VUSA: Virtually Upscaled Systolic Array Architecture to Exploit Unstructured Sparsity in AI Acceleration
This addresses the need for efficient AI accelerators, particularly for Edge-AI applications, by providing an application-independent solution that works with any sparsity level, though it is incremental as it builds on existing systolic-array methods.
The paper tackles the problem of inefficient deep neural network acceleration by introducing VUSA, a systolic-array architecture that exploits unstructured sparsity to virtually grow and perform larger matrix multiplications with the same physical units, achieving 37% area savings and 68% power efficiency improvements compared to a baseline.

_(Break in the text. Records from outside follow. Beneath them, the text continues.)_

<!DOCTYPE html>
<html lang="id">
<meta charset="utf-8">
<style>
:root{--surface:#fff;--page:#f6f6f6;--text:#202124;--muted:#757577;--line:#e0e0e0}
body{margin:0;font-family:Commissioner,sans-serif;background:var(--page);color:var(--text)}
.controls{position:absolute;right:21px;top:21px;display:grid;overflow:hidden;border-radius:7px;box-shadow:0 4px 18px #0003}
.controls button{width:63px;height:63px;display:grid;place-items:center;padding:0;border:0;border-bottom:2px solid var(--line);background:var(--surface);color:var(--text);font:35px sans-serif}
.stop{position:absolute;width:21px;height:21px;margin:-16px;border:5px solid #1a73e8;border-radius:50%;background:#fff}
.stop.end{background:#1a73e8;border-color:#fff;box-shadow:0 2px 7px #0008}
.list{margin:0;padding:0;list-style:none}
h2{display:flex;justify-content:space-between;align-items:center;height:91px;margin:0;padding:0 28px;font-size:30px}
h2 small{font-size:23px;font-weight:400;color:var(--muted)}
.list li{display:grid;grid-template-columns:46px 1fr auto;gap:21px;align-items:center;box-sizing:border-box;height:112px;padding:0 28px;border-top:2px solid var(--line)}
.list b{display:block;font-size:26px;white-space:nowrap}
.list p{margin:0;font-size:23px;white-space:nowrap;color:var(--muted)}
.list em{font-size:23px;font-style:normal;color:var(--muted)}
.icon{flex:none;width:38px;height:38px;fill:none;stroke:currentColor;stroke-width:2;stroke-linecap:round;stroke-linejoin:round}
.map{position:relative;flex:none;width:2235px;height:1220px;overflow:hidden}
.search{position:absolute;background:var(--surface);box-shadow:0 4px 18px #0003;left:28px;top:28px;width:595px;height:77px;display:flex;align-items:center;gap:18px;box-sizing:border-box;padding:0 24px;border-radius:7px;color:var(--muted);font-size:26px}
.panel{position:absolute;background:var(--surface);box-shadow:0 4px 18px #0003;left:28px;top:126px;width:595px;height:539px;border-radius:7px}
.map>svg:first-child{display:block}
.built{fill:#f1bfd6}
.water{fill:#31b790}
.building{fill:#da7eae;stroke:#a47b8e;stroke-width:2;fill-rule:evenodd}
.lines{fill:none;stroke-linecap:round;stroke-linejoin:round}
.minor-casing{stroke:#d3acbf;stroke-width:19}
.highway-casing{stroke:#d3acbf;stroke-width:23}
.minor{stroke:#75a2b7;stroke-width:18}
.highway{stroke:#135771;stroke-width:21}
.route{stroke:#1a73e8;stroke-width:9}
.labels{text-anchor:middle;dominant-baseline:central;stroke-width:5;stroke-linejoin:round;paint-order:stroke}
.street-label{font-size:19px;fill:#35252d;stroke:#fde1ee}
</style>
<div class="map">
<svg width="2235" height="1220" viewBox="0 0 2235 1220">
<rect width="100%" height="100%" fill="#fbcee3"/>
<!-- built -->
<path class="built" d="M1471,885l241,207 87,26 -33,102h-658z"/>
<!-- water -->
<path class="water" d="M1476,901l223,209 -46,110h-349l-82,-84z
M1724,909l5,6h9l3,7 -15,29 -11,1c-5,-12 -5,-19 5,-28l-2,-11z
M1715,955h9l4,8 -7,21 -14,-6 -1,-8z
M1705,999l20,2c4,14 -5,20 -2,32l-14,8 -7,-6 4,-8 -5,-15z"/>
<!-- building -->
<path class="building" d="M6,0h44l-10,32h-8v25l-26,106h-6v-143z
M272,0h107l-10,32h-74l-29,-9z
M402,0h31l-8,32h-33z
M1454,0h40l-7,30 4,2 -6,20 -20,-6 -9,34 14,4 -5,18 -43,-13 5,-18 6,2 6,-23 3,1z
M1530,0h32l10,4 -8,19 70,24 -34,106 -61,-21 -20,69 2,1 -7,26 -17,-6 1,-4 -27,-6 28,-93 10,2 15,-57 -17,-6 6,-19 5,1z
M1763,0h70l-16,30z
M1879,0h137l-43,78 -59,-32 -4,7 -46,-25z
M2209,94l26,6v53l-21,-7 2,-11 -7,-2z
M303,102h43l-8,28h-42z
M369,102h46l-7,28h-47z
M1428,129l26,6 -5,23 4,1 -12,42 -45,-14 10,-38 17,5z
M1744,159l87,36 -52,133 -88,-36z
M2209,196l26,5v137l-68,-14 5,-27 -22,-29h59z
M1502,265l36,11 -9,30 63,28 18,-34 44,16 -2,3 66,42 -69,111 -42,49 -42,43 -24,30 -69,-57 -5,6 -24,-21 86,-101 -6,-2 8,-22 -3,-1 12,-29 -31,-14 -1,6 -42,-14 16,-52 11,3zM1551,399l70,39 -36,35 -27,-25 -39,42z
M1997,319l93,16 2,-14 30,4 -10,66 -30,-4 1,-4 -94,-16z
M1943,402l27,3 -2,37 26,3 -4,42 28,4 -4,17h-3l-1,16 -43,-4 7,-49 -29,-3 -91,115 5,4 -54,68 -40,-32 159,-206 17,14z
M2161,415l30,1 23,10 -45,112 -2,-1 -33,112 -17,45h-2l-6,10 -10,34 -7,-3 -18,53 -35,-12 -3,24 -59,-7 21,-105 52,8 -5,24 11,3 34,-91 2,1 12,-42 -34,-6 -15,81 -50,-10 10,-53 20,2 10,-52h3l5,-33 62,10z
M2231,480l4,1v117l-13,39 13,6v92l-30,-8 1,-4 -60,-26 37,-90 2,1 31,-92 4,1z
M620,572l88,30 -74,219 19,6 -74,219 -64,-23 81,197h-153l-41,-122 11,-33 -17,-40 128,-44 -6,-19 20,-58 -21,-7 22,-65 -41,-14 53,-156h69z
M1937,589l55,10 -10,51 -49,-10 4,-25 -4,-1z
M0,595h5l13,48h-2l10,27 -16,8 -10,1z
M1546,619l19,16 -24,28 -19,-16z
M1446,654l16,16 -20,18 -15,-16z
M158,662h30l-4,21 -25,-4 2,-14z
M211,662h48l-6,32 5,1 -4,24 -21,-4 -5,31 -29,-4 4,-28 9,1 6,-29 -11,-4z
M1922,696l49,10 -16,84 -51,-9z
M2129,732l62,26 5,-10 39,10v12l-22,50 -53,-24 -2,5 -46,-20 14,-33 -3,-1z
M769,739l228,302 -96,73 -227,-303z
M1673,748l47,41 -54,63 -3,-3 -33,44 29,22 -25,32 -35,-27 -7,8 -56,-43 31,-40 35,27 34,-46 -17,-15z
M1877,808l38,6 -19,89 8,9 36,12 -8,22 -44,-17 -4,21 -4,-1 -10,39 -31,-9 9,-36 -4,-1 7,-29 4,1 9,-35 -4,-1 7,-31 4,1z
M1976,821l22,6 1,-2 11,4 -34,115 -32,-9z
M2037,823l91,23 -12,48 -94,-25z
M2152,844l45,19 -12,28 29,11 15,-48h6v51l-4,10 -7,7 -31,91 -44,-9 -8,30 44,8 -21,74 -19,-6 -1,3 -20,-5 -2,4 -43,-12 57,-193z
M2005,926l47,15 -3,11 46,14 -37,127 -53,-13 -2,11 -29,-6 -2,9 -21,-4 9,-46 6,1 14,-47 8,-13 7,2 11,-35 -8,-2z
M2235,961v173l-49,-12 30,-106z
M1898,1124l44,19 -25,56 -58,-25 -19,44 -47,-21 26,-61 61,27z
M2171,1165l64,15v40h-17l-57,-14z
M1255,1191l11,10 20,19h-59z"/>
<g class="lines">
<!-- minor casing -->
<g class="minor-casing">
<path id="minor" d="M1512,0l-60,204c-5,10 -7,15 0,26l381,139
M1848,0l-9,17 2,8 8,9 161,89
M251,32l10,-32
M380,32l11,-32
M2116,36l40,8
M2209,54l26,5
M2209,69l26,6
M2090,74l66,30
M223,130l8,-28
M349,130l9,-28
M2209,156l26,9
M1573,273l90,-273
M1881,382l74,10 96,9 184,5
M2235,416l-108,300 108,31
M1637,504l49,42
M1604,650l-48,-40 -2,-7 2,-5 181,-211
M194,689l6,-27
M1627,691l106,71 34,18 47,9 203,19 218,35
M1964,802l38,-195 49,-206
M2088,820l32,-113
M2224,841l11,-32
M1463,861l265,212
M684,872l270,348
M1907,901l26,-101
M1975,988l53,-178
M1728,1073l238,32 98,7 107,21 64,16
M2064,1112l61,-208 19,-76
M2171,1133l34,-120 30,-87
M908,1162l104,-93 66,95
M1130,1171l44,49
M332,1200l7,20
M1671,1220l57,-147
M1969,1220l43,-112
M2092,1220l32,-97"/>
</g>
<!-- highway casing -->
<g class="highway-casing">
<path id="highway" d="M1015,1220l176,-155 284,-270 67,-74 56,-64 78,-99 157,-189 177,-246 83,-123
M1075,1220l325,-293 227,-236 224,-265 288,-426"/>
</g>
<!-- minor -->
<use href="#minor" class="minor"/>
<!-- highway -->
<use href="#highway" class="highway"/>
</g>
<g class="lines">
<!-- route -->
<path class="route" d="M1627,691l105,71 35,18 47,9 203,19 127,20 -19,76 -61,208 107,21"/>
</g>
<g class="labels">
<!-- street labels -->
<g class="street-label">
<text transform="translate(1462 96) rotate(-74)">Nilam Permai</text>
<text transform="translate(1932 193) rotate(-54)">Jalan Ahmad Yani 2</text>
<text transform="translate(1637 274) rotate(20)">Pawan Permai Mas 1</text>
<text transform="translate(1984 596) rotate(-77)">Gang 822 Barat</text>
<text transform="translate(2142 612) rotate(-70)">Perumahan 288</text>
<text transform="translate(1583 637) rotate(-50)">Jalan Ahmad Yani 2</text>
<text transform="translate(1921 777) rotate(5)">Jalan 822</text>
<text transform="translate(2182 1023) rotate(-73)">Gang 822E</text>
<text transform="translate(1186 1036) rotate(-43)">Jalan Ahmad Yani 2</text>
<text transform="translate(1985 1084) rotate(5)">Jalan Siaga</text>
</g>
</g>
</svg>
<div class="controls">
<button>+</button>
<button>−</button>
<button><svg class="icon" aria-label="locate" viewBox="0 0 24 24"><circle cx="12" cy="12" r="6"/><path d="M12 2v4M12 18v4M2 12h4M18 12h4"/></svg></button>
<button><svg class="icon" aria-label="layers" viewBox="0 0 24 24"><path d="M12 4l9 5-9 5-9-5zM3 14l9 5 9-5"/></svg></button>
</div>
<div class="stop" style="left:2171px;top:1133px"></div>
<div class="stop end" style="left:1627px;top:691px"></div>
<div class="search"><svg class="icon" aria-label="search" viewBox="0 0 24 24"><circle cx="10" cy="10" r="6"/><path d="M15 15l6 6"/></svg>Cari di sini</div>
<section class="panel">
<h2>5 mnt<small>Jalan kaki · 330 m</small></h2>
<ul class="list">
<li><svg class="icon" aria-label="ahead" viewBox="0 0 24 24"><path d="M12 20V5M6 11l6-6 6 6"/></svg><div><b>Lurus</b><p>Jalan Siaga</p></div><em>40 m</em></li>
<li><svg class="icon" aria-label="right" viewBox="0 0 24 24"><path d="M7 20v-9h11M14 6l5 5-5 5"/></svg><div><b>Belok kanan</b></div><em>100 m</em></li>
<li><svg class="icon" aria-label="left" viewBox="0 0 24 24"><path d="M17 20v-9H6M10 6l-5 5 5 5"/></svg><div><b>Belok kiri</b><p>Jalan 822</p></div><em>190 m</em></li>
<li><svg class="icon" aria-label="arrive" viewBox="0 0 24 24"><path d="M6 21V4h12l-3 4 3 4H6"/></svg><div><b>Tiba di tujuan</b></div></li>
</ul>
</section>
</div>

Leveraging high degrees of unstructured sparsity is a promising approach to enhance the efficiency of deep neural network DNN accelerators - particularly important for emerging Edge-AI applications. We introduce VUSA, a systolic-array architecture that virtually grows based on the present sparsity to perform larger matrix multiplications with the same number of physical multiply-accumulate MAC units. The proposed architecture achieves saving by 37% and 68% in area and power efficiency, respectively, at the same peak-performance, compared to a baseline systolic array architecture in a commercial 16-nm technology. Still, the proposed architecture supports acceleration for any DNN with any sparsity - even no sparsity at all. Thus, the proposed architecture is application-independent, making it viable for general-purpose AI acceleration.